Lots of image recognition tasks ( like spotting undesirable products in industrial settings), image modification tasks (I have some models locally to process hand-drawn images and unwarp them, remove notebook paper lines, etc), audio modification tasks (part of my editing pipeline includes hand-editing audio to achieve some effect, doing that a few times, and training models to copy that edit), and all sorts of other things are similarly doable in much smaller models than you might think -- not as small as that driver code, but still small enough to fit in hobbyist FPGAs.
Not all of those require low latency or high throughput, but audio processing is expensive, so high throughput is nice; industrial applications often operate on fast streams of many products, so both throughput and latency are important; and more generally when you have fast models available (or any fast code really) you'll tend toward different thought patterns and creative ideas which you wouldn't have even considered otherwise and which wouldn't be possible without those faster solutions.

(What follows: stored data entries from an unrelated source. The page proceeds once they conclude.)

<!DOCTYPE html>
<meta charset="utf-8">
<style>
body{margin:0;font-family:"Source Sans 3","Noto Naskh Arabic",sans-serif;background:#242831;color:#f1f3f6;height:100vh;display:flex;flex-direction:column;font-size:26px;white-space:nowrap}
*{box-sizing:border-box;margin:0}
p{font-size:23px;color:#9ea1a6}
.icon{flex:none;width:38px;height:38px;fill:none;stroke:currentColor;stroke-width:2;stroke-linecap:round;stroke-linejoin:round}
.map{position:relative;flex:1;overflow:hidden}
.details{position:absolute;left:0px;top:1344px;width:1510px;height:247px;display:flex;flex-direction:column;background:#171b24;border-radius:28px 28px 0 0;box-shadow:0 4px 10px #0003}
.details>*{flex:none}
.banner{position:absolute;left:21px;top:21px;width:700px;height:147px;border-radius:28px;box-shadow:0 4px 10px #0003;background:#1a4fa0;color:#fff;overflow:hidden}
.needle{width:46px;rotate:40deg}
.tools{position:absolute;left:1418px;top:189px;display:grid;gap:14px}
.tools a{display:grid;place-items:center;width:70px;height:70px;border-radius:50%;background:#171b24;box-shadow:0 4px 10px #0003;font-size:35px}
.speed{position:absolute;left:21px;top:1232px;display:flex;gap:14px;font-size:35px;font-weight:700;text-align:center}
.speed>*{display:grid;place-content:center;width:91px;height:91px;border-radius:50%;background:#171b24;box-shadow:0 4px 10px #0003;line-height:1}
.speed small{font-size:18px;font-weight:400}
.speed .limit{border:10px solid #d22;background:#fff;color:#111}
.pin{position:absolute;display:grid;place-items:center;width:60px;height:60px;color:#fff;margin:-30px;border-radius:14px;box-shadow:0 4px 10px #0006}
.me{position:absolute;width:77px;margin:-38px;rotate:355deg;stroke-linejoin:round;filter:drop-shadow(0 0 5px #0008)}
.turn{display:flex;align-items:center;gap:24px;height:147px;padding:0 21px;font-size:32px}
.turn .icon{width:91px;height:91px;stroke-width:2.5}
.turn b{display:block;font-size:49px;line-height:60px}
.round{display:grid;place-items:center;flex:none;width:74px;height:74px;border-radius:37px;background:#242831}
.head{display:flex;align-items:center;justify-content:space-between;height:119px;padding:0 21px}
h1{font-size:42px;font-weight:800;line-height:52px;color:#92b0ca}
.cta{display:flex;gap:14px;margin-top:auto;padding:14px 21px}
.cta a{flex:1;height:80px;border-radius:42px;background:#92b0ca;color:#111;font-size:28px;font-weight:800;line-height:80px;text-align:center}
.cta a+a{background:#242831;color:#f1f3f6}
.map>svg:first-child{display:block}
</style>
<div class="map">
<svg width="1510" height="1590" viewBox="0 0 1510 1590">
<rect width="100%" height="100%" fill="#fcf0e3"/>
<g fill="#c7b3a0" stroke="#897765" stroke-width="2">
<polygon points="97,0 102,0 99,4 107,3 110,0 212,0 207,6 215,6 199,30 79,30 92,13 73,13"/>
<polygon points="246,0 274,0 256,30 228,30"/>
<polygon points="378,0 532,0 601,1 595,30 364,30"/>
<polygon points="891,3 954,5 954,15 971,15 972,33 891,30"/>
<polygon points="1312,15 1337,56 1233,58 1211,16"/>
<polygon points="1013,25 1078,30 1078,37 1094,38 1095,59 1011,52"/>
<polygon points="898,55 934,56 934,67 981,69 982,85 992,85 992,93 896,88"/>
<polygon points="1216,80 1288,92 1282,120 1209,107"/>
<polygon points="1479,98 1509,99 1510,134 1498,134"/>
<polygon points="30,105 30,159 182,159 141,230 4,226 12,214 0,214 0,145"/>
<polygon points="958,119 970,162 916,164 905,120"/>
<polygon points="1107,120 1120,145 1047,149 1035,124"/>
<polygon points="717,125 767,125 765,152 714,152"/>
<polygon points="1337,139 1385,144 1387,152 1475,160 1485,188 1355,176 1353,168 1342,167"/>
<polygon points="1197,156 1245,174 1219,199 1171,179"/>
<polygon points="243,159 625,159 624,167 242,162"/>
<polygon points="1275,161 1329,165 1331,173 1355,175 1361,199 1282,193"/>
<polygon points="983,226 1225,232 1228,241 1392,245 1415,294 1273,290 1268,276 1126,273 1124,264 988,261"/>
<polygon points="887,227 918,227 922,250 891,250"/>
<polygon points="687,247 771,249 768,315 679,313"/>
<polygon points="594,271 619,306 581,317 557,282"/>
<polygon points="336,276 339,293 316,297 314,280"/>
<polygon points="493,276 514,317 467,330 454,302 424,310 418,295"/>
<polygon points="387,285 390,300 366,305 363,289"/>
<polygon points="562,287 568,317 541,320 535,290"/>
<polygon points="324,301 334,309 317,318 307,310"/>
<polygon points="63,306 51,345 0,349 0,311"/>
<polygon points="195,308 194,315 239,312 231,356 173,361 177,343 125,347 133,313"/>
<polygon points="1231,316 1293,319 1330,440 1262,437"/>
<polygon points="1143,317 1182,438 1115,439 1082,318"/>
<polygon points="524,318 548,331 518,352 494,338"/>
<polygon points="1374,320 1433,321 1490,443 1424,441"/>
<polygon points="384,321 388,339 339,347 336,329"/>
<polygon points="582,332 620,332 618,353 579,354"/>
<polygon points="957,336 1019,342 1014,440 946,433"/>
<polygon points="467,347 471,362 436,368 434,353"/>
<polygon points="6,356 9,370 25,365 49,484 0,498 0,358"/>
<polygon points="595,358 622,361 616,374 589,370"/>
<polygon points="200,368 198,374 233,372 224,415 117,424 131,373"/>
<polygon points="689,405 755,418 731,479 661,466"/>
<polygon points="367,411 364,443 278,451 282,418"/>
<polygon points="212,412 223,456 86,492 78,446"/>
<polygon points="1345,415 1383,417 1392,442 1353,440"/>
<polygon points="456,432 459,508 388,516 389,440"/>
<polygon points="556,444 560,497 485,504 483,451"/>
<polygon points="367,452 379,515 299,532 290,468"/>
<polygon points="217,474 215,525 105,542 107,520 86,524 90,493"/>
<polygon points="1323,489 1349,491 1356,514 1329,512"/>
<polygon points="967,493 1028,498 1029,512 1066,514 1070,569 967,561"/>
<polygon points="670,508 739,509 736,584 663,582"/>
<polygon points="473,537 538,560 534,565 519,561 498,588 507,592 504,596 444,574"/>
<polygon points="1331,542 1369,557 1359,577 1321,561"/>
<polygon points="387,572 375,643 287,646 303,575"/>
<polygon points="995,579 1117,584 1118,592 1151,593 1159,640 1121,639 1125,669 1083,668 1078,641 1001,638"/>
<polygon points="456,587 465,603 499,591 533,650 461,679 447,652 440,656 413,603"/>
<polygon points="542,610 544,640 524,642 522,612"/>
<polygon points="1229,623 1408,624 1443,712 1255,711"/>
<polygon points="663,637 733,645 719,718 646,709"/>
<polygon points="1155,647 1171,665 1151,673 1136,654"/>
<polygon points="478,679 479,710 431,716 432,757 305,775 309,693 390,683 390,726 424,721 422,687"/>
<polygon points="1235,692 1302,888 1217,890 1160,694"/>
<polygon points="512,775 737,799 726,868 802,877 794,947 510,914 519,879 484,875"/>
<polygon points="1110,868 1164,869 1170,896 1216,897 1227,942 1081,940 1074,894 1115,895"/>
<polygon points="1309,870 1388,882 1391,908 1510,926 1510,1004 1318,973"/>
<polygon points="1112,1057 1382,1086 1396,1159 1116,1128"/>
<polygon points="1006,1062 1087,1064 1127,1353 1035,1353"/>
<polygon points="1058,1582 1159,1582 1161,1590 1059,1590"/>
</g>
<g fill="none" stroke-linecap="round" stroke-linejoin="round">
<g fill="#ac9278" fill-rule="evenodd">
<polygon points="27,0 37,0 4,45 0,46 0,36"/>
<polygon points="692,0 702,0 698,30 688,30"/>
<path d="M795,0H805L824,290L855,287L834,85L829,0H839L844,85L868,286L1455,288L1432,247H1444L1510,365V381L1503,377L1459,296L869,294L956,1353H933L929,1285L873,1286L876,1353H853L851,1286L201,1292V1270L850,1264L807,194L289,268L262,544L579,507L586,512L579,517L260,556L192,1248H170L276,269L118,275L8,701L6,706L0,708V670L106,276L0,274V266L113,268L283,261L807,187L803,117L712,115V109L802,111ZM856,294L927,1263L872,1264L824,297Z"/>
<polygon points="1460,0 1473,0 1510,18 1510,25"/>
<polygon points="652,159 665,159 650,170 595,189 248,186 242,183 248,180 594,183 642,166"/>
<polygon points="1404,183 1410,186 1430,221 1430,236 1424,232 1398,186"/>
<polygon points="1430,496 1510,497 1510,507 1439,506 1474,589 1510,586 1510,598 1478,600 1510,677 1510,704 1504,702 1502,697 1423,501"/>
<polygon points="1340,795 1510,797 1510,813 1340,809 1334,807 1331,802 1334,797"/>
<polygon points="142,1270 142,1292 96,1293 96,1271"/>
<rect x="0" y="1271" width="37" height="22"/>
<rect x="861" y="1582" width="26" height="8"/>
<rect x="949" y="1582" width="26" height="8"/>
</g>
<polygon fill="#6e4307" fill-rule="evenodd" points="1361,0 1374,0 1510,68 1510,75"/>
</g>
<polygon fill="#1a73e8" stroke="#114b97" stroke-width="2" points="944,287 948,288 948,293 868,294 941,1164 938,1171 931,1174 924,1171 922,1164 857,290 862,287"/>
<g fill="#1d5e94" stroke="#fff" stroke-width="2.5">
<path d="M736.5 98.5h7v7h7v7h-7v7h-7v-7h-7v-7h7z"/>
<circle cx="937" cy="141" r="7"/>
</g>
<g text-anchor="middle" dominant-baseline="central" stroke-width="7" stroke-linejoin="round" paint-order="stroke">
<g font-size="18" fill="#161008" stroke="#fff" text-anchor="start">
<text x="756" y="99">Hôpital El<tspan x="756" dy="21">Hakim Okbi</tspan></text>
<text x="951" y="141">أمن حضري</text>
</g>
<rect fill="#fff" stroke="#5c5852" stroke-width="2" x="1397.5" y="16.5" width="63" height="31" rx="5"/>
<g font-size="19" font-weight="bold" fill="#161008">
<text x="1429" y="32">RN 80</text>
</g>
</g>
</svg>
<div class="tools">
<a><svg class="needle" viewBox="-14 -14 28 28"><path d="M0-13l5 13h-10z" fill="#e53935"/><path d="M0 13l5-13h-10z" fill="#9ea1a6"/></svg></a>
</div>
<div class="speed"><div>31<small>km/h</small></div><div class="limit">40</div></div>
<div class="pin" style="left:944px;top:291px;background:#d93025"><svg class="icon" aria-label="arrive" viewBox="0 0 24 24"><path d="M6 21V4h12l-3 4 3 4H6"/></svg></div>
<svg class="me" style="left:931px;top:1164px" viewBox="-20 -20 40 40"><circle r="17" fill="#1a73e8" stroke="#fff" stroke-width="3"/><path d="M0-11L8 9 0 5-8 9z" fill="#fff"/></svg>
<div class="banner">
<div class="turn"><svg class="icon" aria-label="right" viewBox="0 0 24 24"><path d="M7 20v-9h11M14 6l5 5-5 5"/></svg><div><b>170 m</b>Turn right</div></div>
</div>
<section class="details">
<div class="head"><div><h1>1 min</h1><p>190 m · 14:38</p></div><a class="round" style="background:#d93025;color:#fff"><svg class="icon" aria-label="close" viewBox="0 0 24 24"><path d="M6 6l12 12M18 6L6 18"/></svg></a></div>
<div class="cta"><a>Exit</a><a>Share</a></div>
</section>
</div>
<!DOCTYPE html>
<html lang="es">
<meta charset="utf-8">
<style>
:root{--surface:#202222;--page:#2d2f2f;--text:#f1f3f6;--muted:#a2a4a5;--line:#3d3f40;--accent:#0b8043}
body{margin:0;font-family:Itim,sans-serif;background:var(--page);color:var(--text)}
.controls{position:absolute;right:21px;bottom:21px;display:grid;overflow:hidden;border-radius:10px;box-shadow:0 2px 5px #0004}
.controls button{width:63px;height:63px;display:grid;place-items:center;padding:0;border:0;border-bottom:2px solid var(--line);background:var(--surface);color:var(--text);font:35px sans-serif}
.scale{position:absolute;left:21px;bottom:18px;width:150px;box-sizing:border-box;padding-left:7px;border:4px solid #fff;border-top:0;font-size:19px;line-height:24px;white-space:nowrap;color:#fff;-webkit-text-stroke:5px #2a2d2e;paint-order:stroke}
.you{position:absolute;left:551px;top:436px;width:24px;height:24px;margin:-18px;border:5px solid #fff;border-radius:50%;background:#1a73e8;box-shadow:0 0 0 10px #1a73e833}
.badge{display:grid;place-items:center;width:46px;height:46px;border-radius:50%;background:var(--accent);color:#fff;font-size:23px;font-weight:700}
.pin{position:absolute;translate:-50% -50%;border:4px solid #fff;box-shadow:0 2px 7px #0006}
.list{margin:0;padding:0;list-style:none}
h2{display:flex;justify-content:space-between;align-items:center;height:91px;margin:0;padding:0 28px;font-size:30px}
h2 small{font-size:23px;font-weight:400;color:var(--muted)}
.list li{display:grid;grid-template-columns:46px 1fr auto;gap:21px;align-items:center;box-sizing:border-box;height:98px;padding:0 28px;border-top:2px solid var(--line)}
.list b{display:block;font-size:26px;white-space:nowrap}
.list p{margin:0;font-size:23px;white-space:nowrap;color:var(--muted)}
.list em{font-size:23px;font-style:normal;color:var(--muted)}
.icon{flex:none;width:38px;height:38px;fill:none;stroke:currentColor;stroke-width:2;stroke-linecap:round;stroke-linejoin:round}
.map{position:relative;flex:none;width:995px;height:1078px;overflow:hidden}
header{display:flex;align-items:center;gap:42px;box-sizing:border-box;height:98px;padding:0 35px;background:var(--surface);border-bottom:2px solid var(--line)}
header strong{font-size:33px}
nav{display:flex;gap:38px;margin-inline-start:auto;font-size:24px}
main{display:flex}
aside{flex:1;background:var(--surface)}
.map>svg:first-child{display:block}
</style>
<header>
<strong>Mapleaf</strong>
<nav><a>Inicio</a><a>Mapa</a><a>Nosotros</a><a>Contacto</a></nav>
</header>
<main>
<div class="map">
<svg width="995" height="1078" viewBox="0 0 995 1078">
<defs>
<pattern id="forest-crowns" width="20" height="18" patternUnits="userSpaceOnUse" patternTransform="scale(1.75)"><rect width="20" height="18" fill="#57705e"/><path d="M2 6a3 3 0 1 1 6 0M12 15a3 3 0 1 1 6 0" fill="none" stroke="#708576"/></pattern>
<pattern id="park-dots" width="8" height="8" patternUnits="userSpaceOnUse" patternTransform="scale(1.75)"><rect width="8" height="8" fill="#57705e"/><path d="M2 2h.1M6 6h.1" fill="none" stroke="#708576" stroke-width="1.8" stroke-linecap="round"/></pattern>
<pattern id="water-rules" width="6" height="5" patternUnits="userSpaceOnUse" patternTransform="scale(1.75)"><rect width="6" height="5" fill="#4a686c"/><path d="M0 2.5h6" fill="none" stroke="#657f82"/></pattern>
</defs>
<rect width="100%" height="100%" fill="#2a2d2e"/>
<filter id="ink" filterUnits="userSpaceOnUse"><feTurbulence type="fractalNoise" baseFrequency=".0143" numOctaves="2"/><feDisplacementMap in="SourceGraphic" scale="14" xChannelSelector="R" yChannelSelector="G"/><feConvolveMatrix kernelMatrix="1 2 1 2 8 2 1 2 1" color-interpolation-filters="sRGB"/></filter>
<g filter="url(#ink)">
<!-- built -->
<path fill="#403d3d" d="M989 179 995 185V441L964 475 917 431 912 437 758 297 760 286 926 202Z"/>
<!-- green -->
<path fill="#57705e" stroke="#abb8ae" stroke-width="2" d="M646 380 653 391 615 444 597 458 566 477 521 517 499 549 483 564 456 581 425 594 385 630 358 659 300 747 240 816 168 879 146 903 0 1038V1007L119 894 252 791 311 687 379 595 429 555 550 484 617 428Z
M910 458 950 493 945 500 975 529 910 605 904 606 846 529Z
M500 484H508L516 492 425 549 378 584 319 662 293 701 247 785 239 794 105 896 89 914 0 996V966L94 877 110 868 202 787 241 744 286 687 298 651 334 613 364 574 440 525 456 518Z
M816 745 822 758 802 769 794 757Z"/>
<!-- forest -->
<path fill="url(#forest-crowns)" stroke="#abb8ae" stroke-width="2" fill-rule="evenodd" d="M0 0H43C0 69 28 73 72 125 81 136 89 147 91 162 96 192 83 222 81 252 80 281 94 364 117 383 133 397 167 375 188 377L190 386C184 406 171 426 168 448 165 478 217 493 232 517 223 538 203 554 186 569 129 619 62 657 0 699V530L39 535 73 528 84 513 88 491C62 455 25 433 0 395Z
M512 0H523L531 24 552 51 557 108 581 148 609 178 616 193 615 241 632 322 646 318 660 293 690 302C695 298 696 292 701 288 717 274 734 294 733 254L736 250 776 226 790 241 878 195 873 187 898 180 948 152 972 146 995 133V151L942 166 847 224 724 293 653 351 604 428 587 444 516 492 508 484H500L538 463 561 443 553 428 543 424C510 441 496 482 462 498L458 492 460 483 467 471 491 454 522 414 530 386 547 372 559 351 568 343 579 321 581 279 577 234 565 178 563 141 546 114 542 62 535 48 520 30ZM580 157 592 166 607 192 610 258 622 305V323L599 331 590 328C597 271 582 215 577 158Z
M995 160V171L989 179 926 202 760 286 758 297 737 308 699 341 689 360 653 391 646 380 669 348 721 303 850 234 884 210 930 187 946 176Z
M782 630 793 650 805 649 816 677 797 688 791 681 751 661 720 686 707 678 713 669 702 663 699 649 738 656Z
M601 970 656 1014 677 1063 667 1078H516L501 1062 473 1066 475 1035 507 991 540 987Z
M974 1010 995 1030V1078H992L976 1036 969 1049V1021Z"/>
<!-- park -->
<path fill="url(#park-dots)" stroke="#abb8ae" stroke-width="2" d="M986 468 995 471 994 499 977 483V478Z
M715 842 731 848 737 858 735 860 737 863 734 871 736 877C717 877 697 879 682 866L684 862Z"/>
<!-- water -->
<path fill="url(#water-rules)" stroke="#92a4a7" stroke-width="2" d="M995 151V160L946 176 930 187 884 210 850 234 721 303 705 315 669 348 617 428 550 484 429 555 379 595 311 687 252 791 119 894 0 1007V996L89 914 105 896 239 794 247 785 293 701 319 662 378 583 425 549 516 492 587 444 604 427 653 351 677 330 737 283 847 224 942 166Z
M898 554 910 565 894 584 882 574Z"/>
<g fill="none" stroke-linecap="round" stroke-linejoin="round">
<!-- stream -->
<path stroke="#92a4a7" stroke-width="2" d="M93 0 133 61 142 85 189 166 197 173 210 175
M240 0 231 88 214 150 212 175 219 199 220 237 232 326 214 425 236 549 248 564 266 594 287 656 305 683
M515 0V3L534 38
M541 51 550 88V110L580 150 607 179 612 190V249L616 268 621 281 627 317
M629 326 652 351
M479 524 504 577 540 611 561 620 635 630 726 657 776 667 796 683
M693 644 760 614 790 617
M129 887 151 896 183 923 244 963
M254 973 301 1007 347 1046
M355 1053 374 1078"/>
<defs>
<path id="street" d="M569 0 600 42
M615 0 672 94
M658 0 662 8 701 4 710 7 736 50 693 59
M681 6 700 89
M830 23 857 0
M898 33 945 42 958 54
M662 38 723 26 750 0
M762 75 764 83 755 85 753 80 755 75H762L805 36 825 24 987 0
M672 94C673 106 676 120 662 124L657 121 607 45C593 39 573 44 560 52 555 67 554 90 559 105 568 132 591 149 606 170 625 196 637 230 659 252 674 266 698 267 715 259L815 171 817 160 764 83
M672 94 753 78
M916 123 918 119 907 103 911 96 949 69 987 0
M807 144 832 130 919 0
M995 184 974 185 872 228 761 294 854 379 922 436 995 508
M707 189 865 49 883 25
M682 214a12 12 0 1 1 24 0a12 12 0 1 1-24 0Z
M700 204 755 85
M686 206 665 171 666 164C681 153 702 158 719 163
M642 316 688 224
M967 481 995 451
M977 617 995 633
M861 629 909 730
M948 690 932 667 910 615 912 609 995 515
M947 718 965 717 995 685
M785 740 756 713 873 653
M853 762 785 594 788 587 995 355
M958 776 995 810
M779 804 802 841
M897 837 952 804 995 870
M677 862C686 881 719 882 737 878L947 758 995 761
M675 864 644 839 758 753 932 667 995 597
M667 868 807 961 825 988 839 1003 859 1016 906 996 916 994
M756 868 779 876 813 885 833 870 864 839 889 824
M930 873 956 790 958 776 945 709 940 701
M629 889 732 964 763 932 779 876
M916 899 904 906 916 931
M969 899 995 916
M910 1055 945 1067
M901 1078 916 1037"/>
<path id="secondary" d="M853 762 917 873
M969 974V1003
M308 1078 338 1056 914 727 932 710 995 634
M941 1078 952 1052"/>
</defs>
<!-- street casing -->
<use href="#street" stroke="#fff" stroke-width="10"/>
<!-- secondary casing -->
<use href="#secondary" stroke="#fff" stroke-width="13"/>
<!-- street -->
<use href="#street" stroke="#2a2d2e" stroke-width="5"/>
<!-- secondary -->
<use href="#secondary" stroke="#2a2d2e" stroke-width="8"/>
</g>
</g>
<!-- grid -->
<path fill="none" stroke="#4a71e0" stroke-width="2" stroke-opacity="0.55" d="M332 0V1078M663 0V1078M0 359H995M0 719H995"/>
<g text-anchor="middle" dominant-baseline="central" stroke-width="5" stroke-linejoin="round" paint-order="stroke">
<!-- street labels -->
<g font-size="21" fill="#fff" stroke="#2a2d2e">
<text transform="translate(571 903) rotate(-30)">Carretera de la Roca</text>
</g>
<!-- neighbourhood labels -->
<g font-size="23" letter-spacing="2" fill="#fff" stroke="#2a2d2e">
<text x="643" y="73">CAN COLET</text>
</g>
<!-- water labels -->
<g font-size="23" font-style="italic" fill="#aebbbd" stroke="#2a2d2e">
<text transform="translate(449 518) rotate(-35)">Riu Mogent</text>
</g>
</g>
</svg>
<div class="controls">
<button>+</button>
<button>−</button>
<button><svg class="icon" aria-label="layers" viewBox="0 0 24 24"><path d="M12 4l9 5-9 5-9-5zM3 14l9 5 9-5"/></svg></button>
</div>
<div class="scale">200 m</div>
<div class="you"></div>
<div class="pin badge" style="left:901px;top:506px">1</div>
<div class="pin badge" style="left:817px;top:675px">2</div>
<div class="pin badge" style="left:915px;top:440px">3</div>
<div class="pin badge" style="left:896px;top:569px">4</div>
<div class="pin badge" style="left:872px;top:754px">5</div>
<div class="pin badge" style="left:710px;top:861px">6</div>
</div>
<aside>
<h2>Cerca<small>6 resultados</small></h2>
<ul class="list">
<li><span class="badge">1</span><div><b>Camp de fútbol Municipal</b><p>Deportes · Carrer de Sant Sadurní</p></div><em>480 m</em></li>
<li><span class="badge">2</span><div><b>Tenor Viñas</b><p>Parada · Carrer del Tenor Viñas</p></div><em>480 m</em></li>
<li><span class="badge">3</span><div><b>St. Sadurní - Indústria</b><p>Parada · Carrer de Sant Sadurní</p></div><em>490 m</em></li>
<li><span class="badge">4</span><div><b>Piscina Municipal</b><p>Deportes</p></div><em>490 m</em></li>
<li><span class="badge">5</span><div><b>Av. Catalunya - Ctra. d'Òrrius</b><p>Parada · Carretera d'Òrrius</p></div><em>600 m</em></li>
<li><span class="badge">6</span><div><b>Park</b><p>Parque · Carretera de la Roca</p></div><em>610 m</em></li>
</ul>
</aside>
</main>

Now that I think about it, we average 1.5M inferences per second at $WORK, expected to scale up 10-30x this year, and we have a moderately tight latency budget. This solution wouldn't fit without a larger, more expensive FPGA, at least not unless KANs are comparatively that much more expressive than our current solution (based on past experimentation, my hunch is that they're not, but you never know), but it's borderline useful.
HN comments page on that is here: https://news.ycombinator.com/item?id=40219205
I'm a big fan of KANs. The really seem like the start of something big and new. We've got a couple of papers out and in the works on KANs. The most relevant to OP's is this one: https://arxiv.org/abs/2512.15742v2
And we just put up a general primer on KANs on YT: https://youtu.be/wgcSsJ69x1c?si=fiUl1YGTgaTt_bn9 Fun stuff if you want to get into the weeds.
And if you are really interested in KANs, you should really check out Ziming (KAN creator)'s blog: https://kindxiaoming.github.io/blog/
Is the work predefined,ie, how much will each person do?
> Some have the group leader as the first name, or the 'big shot' is always first. My impression is that in medicine it is often a kind of ranking from 'most to least' main author
Does this affect your standing in workplace or industry? When we read about papers in scientific journals, news, or even arxiv, they mostly refer to the work based on first name, like “potato-peeler et al”. Sure it’s for brevity But when you look at the authors, there maybe 10 ppl listed. I have always wondered how do they get recognised. Since Like you mentioned they have to contribute. If they contribute but their names get swallowed up within “et al”, how does someone know how much was their contribution?
Not everyone in quant is a centi-millionaire, probably almost none of them in r&d actually.
p.s. Thanks for posting this and welcome to HN!